Flexi-access drawdown (FAD)

• All new drawdown plans taken out from 6 April 2015 will be flexi-access drawdown (FAD).

Article continues after advert

• There won’t be any limits on income levels.

• There won’t be any minimum secure pension income requirement.

• The member can take 25% tax free cash from their drawdown fund, subject to having available lifetime allowance (LTA).

• The balance of the fund can remain invested. It can be paid as a taxable lump sum. It can be used to provide taxable flexible income. Or any combination is possible.

• Once the member takes any income, the £10,000 money purchase annual allowance (MPAA) applies.

• All pre April 2015 flexible drawdown arrangements automatically become FAD.

Example

Ted has a personal pension valued at £200,000. He has no other sources of taxable income in 2015/2016. He has a number of options if he wishes to use FAD.

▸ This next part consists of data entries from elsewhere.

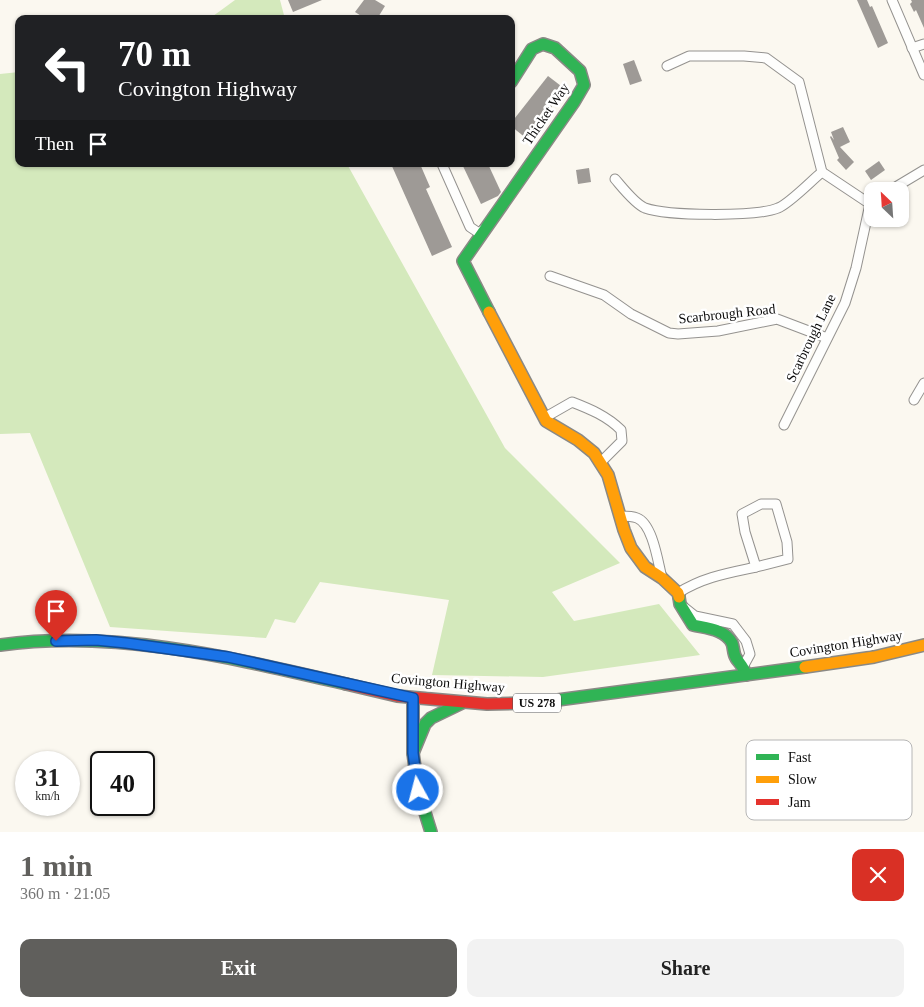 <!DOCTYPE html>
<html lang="en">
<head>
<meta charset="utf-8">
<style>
	body { margin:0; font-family:Georgia,serif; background:#f2f2f2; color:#222; height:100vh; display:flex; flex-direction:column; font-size:19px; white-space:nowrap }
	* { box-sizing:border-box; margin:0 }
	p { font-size:16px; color:#767676 }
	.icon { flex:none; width:28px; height:28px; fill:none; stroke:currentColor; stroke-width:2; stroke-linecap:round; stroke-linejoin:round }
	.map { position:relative; height:832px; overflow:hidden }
	.panel { display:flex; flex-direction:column; background:#fff; flex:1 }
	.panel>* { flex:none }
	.top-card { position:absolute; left:15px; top:15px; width:500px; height:152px; border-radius:10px; box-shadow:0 1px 4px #0004; background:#202124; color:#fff; overflow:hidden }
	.needle { width:32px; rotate:335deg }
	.fabs { position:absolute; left:864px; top:182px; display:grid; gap:10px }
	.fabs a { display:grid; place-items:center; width:45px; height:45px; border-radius:10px; background:#fff; box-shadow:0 1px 4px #0004; font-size:25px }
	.speed { position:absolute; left:15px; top:751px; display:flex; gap:10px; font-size:25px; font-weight:700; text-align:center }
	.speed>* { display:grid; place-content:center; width:65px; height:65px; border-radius:50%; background:#fff; box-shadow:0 1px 4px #0004; line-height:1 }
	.speed small { font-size:12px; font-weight:400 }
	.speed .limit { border:2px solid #111; border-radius:8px; background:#fff; color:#111 }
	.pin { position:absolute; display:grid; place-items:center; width:42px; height:42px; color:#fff; margin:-51px -21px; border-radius:50% 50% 50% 0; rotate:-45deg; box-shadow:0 0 5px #0007 }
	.pin .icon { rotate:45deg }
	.me { position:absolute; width:55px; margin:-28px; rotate:353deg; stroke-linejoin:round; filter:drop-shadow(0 0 4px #0008) }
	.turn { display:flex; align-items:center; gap:18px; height:105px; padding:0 20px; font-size:22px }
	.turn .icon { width:65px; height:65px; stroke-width:2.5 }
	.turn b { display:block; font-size:35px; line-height:42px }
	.then { display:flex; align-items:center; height:48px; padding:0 20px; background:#0003; gap:10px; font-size:19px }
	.round { display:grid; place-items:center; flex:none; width:52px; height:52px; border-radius:10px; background:#f2f2f2 }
	.head { display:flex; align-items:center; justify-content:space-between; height:85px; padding:0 20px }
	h1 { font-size:30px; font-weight:700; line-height:38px; color:#605f5c }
	.cta { display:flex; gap:10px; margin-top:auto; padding:10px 20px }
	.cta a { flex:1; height:58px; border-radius:10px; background:#605f5c; color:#fff; font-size:20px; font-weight:700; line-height:58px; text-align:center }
	.cta a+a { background:#f2f2f2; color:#222 }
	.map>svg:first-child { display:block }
	.forest { fill:#d4e9bc }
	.building { fill:#9e9a96 }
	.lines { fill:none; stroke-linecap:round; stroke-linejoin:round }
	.street-casing { stroke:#94928f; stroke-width:11 }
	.fast-casing { stroke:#8a8985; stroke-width:14 }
	.slow-casing { stroke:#8a8985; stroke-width:14 }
	.jam-casing { stroke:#8a8985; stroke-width:14 }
	.street { stroke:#fefefd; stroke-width:9 }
	.fast { stroke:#30b455; stroke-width:11 }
	.slow { stroke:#ff9f0a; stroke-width:11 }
	.jam { stroke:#e5322d; stroke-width:11 }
	.route-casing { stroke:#114b97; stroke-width:12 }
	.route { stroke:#1a73e8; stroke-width:9 }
	.labels { text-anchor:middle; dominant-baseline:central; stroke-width:5; stroke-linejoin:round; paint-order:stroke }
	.shield { fill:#fff; stroke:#555; stroke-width:1 }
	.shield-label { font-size:12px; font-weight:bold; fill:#0c0c0c }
	.street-label { font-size:14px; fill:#0c0c0c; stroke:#fff }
	.key { fill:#fff; stroke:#b6b6b6; stroke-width:1 }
	.key-label { font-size:14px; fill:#0c0c0c }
</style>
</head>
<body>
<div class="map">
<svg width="924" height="832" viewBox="0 0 924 832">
	<rect width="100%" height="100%" fill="#fbf8f0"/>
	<!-- forest -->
	<g class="forest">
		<polygon points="235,0 280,0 285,19 209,19"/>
		<polygon points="19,72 19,164 347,164 505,448 620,563 552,592 574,621 659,604 700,655 543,677 432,675 449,600 320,582 295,623 275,619 266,638 110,627 30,433 0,434 0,74"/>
	</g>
	<!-- building -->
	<g class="building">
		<polygon points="288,0 322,0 293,12"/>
		<polygon points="364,0 375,0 385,6 377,19 366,19 355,12"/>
		<polygon points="857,0 867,0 870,7 872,6 888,43 878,48"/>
		<polygon points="911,0 924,0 924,28 916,10 914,12 910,4 912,2"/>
		<polygon points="634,60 642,81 630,85 623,64"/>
		<polygon points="548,76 565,89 527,139 511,126 511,123"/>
		<polygon points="843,127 850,142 840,147 854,162 846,170 837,160 839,158 830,137 831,136 834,140 831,132"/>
		<polygon points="879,161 885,170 871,180 865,171"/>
		<polygon points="391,164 420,164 430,187 426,189 452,247 432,256"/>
		<polygon points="462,164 488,164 501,192 498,196 481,204"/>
		<polygon points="589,168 591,182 578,184 576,170"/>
	</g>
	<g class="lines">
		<defs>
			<g id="street">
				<polyline points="892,0 924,75"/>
				<polyline points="912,48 924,44"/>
				<polyline points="667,66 689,56 744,56 766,58 799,82 822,172 870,204"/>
				<polyline points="442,164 470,227 479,233 485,228"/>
				<path d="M615 179C622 187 635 204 645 208 667 216 756 217 778 208 789 204 812 180 822 172"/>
				<polyline points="889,191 924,170"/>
				<polyline points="550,276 604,295 631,314 669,333 678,334 718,331 777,319 827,338"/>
				<polyline points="914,400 924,383"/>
				<path d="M544 418 572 402C590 409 607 416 621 430L622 441 600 463"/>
				<polyline points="784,425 845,303 856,268 870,204 872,203"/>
				<polygon points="761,504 776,504 787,542 788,559 756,567 745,532 742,514"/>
				<path d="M621 516C626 516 632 516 637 518 653 524 658 563 662 578"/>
				<path d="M678 593C703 577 728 573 756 567"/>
				<polyline points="685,608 695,616 733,624 746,641 750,654 744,665"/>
			</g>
			<g id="fast">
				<polyline points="489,312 463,261 574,102 584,85 580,71 555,48 543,44 532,49 511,82"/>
				<path d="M679 597 680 604 693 625C706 628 725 629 732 643 734 648 733 653 736 658 740 664 744 667 746 675"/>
				<path d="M0 645C116 629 233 658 346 684"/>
				<polyline points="413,698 413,753 418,790 431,832"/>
				<polyline points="535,703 805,667"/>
				<polyline points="413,753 425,724 431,718 462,703"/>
			</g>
			<g id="slow">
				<polyline points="489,312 546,421 578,440 594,453 608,475 624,530 631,548 645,567 662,578 678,593 679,597"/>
				<polyline points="805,667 874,657 924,645"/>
			</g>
			<polyline id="jam" points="346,684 397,696 487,704 535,703"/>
		</defs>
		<!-- street casing -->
		<use href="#street" class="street-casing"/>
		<!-- fast casing -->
		<use href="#fast" class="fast-casing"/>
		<!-- slow casing -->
		<use href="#slow" class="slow-casing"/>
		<!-- jam casing -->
		<use href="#jam" class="jam-casing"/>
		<!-- street -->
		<use href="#street" class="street"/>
		<!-- fast -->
		<use href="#fast" class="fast"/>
		<!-- slow -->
		<use href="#slow" class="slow"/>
		<!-- jam -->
		<use href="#jam" class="jam"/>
	</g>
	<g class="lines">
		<defs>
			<polyline id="route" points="56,641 96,640 126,643 228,657 413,698 413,753 418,790"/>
		</defs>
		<!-- route casing -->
		<use href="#route" class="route-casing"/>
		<!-- route -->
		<use href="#route" class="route"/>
	</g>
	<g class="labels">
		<!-- shield labels -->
		<rect class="shield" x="513" y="693.5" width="48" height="19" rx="4"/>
		<g class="shield-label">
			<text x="537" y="703">US 278</text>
		</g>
		<!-- street labels -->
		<g class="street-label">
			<text transform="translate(546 114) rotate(-56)">Thicket Way</text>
			<text transform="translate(727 314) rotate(-6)">Scarbrough Road</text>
			<text transform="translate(811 338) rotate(-64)">Scarbrough Lane</text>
			<text transform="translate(846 644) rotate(-9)">Covington Highway</text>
			<text transform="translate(448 683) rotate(5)">Covington Highway</text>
		</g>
	</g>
	<!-- legend -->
	<rect x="746" y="740" width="166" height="80" rx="8" class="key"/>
	<rect x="756" y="754" width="23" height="6" fill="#30b455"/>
	<rect x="756" y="776" width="23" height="7" fill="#ff9f0a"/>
	<rect x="756" y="799" width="23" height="6" fill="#e5322d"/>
	<g class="key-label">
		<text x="788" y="762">Fast</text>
		<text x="788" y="784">Slow</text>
		<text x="788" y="807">Jam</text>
	</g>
</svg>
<div class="fabs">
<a><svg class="needle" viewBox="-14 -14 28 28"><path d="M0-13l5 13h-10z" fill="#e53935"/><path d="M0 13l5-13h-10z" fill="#767676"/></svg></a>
</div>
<div class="speed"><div>31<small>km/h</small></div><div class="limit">40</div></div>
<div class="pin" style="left:56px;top:641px;background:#d93025"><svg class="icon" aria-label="arrive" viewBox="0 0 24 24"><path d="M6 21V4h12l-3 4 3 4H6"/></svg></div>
<svg class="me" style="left:418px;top:790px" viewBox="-20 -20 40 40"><circle r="17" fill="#1a73e8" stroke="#fff" stroke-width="3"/><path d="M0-11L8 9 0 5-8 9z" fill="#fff"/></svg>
<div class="top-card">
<div class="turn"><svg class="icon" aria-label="left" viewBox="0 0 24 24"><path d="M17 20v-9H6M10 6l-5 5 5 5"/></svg><div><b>70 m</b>Covington Highway</div></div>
<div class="then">Then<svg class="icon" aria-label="arrive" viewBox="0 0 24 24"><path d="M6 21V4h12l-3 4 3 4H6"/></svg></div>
</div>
</div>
<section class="panel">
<div class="head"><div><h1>1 min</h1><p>360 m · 21:05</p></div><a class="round" style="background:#d93025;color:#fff"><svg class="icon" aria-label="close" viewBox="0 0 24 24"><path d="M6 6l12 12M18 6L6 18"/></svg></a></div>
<div class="cta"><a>Exit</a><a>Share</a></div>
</section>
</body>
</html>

He could crystallise the whole fund via FAD then take £200,000 as a lump sum. However, this isn’t particularly tax efficient. He’ll receive 25% or £50,000 as tax free cash and the balance of £150,000 will be taxed as income. The £10,600 personal allowance reduces by £1 for every £2 of income over £100,000, to a minimum of nil. Therefore, Ted gets a nil personal allowance. As a result he receives:

25% tax free cash - £50,000

Taxable lump sum - £150,000

£200,000

Income tax: £31,785 x 20% (£6,357)

£118,215 x 40% (£47,286) (£53,643)

Net amount £146,357

£53,643 / £150,000 x 100 = 35.76% tax paid.

If he does want to rebuild his pension fund, he’s caught by the MPAA.

Ted could also use FAD to take his full tax free cash immediately and a tax efficient income as needed. He’d receive £50,000 tax free and could leave the remaining £150,000 invested in a tax advantaged pension environment. If he needs further income in 2015/2016, he could withdraw up to £10,600 without any income tax liability. In future years, provided he has no other taxable income, he could withdraw up to the amount of his personal allowance without triggering a tax liability. Ted needs to consider whether his withdrawals are sustainable.

Another option is for Ted to crystallise just some funds via FAD. He might designate £50,000 of his fund. He could take £12,500 tax free cash and leave the balance invested - £37,500 crystallised and £150,000 uncrystallised. He could access additional tax free cash by crystallising further tranches. At no point would the legislation require him to take an income from the crystallised fund.

With both these options, so long as Ted takes just tax free cash, he keeps the full £40,000 annual allowance and carry forward. This only changes once he actually withdraws any income. Many people will take a flexible approach to retirement, with periods of part-time employment or consultancy work. So this gives scope for further pension funding after starting to take money purchase benefits.

Capped drawdown

• No new capped drawdown arrangements can be set up post April 2015.